Romans 2:9 Parallel Verses [⇓ See commentary ⇓]

Romans 2:9, NIV: "There will be trouble and distress for every human being who does evil: first for the Jew, then for the Gentile;"

Romans 2:9, ESV: "There will be tribulation and distress for every human being who does evil, the Jew first and also the Greek,"

Romans 2:9, KJV: "Tribulation and anguish, upon every soul of man that doeth evil, of the Jew first, and also of the Gentile;"

Romans 2:9, NASB: "There will be tribulation and distress for every soul of mankind who does evil, for the Jew first and also for the Greek,"

Romans 2:9, NLT: "There will be trouble and calamity for everyone who keeps on doing what is evil--for the Jew first and also for the Gentile."

Romans 2:9, CSB: "There will be affliction and distress for every human being who does evil, first to the Jew, and also to the Greek;"

What does Romans 2:9 mean? [⇑ See verse text ⇑]

God will, in fact, judge every person according to what he or she has done. If a person is depending on their own good works to be saved—to enter into heaven—they are doomed, since their sin can never be undone or overcome by good deeds. If, on the other hand, a person is saved, judgment for their works involves heavenly rewards, instead (2 Corinthians 5:10). Paul has written that if someone were able to lead a life of consistent and ongoing good works in the pursuit of glory, honor, and immortality, God would give that person eternal life. Paul will later show that none of us are able to live that way (Romans 3:23).
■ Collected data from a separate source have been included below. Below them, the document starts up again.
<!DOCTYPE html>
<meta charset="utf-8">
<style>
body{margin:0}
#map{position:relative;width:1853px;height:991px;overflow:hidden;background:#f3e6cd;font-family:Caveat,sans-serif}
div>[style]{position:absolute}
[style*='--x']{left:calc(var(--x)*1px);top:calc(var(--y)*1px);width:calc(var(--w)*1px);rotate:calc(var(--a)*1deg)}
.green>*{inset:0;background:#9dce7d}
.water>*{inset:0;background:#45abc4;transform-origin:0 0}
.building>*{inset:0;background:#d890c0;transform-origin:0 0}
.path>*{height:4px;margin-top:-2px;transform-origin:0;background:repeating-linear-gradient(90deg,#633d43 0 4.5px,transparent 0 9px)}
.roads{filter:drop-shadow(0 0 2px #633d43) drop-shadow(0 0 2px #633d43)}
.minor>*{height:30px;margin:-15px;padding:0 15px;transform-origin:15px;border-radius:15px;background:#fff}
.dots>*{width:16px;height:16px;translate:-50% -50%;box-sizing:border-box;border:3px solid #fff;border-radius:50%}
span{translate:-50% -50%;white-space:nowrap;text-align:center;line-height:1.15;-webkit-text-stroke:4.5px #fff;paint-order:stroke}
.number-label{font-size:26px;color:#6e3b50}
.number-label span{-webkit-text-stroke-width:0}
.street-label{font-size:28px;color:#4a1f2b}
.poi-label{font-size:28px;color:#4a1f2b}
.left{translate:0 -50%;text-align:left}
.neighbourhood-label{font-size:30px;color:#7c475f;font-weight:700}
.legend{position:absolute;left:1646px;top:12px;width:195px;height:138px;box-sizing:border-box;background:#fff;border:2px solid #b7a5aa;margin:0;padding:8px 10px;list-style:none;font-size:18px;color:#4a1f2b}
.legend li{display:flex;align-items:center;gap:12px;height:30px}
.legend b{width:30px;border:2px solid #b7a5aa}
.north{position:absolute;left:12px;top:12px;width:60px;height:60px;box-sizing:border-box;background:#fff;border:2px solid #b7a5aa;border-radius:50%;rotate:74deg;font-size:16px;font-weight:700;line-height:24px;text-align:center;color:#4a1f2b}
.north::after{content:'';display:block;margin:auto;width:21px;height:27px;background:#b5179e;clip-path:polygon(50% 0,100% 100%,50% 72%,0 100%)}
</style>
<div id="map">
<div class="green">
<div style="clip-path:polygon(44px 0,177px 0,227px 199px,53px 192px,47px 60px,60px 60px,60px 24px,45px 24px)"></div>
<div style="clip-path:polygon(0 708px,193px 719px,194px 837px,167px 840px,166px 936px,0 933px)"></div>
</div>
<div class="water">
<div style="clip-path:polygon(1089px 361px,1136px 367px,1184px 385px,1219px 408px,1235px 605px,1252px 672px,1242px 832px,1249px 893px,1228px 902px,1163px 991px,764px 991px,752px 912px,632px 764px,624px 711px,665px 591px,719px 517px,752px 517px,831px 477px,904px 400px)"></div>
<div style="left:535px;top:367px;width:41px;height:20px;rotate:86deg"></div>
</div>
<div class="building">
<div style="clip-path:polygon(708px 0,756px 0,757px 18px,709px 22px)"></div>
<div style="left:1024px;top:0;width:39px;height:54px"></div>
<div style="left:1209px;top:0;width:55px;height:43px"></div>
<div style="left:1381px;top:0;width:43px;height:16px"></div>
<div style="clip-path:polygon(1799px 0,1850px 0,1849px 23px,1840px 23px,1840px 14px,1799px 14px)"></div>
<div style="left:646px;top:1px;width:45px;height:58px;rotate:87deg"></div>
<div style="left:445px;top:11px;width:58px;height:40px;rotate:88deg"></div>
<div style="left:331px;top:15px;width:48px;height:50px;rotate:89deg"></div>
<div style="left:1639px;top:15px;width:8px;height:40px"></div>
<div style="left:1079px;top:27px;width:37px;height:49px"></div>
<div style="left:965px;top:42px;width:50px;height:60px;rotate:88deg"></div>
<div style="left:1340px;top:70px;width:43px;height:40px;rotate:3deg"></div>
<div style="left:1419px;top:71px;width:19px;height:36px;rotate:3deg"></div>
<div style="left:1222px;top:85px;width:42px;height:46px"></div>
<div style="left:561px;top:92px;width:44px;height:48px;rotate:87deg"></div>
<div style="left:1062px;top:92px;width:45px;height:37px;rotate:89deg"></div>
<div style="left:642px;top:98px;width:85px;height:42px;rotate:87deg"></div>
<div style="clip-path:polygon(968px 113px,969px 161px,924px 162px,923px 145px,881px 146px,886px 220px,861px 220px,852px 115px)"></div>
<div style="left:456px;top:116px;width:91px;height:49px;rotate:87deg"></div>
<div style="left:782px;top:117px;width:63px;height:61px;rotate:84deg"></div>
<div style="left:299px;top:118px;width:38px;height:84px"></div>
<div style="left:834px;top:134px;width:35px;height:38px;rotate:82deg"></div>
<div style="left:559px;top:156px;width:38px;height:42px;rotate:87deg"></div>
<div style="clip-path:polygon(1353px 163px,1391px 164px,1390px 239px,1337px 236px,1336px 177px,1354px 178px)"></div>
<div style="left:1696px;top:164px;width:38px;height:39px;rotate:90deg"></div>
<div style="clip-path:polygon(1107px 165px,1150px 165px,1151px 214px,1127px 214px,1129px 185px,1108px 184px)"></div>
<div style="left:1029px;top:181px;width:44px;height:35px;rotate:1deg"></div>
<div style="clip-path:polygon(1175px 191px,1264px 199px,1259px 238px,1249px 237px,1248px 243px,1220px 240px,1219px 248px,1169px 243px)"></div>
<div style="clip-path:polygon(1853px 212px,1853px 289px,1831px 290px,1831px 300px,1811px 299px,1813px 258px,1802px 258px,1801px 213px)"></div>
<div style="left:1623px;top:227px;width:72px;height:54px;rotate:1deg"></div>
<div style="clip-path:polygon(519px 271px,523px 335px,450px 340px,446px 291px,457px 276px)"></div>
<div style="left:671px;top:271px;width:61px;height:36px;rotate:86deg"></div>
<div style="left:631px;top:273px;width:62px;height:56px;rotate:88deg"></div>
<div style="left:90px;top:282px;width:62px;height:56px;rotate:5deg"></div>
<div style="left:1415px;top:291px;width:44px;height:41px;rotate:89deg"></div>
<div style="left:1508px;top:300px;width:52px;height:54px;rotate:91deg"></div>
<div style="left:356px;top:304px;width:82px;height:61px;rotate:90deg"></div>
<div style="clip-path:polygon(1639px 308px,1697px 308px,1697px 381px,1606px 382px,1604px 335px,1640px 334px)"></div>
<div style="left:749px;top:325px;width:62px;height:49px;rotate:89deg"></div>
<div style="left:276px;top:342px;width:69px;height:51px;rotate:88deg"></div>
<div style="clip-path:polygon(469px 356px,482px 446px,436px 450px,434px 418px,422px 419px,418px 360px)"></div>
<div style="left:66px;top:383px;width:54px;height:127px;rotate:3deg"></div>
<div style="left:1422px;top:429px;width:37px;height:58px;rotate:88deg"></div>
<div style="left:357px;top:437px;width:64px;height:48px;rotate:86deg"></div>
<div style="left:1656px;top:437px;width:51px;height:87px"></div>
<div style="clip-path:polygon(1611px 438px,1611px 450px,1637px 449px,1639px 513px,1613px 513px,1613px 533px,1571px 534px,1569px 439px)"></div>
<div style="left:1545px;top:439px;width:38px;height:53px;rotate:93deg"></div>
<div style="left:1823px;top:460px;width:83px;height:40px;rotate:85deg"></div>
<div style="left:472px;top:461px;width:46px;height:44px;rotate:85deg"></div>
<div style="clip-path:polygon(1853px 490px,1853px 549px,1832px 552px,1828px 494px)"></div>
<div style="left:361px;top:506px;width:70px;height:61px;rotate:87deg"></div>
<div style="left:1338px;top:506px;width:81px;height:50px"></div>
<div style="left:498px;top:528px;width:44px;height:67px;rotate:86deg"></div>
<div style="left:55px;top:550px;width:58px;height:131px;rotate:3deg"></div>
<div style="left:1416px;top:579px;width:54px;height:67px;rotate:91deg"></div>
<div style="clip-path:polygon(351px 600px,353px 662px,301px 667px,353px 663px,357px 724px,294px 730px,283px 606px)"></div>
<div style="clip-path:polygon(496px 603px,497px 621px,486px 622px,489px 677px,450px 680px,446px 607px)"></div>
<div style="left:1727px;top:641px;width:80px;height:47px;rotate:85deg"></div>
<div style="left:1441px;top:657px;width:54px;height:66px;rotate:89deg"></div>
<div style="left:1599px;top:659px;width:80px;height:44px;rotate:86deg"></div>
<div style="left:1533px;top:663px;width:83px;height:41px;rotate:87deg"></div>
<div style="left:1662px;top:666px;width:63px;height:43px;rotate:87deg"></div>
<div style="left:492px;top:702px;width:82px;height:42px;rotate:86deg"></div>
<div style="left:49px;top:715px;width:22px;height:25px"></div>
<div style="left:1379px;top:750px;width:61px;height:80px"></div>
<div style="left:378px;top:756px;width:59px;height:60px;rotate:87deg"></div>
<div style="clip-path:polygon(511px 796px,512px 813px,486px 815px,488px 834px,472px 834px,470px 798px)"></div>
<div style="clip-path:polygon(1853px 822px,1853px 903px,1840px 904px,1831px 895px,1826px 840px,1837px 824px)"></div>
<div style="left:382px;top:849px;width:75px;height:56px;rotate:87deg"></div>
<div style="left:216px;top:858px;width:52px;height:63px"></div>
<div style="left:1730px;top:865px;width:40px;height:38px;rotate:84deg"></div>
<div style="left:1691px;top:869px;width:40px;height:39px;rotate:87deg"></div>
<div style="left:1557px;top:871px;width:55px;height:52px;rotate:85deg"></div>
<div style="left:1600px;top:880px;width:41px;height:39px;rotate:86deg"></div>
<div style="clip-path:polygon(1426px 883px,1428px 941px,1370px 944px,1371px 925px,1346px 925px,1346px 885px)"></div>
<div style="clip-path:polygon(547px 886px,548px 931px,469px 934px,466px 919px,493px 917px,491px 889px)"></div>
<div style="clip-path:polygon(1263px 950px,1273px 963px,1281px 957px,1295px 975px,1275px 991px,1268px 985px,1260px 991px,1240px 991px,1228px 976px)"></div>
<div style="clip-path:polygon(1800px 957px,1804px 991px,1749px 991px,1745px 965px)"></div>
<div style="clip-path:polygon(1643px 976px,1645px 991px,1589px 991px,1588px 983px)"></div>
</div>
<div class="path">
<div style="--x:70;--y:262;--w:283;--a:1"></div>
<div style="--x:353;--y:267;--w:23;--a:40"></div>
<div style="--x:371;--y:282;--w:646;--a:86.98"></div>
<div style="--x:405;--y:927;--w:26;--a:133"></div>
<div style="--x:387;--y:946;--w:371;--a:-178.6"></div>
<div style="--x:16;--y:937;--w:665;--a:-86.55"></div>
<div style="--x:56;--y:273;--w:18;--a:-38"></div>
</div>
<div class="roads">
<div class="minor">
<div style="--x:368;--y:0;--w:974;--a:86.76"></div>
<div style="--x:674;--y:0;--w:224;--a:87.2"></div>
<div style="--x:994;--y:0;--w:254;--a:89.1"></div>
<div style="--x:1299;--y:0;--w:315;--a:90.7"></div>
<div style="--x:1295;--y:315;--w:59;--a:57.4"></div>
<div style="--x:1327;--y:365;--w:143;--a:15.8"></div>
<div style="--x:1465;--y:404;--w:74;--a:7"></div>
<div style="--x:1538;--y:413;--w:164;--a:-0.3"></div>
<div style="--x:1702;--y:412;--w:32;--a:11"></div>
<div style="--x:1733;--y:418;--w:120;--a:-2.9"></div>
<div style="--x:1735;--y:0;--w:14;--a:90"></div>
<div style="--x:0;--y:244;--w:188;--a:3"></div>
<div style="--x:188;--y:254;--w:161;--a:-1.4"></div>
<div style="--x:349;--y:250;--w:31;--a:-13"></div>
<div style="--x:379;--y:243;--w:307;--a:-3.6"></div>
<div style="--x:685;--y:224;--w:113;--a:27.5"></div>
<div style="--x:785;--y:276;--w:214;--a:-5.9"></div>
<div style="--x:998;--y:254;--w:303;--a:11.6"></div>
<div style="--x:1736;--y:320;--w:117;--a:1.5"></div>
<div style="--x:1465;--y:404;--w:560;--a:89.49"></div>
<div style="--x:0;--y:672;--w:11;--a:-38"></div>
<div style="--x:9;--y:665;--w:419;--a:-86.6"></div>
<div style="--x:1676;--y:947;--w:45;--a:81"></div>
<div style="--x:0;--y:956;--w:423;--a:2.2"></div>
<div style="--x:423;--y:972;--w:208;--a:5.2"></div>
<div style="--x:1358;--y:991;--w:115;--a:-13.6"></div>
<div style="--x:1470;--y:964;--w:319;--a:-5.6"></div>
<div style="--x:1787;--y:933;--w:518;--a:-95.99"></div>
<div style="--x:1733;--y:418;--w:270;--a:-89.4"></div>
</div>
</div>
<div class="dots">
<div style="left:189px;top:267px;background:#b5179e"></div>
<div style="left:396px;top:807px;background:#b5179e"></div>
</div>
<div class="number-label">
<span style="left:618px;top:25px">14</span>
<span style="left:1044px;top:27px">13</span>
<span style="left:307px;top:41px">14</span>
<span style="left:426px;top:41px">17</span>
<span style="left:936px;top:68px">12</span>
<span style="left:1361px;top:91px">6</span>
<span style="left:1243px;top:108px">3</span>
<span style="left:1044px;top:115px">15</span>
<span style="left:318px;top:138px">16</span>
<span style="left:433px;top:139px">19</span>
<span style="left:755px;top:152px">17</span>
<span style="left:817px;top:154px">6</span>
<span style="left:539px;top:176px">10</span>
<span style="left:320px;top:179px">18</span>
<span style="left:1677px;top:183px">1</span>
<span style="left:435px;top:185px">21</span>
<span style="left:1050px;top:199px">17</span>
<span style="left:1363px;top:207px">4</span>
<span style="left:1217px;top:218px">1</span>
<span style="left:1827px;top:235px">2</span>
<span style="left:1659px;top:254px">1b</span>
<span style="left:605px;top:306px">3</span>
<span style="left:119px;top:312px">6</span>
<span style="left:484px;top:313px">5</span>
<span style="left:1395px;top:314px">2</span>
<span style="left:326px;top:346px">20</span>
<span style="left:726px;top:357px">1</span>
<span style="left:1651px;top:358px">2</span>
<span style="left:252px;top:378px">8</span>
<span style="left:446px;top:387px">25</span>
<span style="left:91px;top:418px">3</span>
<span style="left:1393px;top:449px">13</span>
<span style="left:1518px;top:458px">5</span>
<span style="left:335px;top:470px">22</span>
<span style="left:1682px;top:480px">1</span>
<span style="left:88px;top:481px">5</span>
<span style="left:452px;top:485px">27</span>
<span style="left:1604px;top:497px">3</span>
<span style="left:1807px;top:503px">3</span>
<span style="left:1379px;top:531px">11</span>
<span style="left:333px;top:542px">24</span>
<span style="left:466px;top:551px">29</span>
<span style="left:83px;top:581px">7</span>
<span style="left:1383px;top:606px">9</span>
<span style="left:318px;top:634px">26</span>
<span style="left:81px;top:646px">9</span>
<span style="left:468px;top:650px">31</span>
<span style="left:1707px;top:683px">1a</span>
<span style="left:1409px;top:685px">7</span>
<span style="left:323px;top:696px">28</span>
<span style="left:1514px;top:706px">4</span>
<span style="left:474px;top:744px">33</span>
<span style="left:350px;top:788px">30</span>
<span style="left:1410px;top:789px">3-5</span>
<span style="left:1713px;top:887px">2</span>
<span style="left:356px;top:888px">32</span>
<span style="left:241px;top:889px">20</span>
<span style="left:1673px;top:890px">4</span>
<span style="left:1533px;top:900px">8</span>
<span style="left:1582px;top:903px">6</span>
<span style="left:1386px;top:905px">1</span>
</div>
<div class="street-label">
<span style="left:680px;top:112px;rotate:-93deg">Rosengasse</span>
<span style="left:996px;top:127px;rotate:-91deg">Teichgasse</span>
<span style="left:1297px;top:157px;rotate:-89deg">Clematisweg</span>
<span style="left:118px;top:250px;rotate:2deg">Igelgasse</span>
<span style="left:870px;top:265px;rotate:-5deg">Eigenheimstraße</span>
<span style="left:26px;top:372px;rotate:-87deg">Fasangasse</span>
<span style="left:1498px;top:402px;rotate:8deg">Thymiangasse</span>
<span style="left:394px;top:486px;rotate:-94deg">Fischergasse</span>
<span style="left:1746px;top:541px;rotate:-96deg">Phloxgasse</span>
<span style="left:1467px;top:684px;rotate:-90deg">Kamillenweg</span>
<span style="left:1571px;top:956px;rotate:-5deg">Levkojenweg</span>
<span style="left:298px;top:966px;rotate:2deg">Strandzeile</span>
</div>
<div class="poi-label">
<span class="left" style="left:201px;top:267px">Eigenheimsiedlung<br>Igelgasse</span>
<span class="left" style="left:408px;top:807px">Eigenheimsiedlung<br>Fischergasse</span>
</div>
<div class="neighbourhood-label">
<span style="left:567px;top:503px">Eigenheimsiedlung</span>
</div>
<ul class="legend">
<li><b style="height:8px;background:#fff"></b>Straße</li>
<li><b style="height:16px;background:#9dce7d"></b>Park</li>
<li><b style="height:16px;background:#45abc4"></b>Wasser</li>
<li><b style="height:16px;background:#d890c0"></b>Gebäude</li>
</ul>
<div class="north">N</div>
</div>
By contrast, God will give His "wrath and fury" to every person who lives in selfishness and disobedience to His truth. What form will God's wrath and fury take? Paul now describes it as tribulation and distress. In other words, this judgment of God on everyone who does evil will be hard and stressful.

Notice that Paul has defined our selfish sinfulness as evil. He will go on to show that all of us are guilty of this evil. According to this universal truth that God will judge us according to our works, each of us will deserve the tribulation and distress He will deliver.

Paul adds that God's judgment will be delivered first to the Jew and then to the Greek. In this context, "the Greek" means the same thing as "Gentile:" those who are not Jewish. Paul used this same phrase in Romans 1:16 when describing how the gospel, not our good works, brings salvation to every believer, "first to the Jew, then to the Gentile" (NIV). In other words, the good news of salvation by faith in Christ was first presented to the Jews, God's chosen people. In the same way, Paul shows that God's judgment for sinfulness will also fall first on the Jews, and then on everyone else.

Paul's purpose in saying this will be restated in verse 11: "For God shows no partiality." In other words, when it comes to judgment for personal sin, God regards each one of us individually, no matter our race or any other consideration.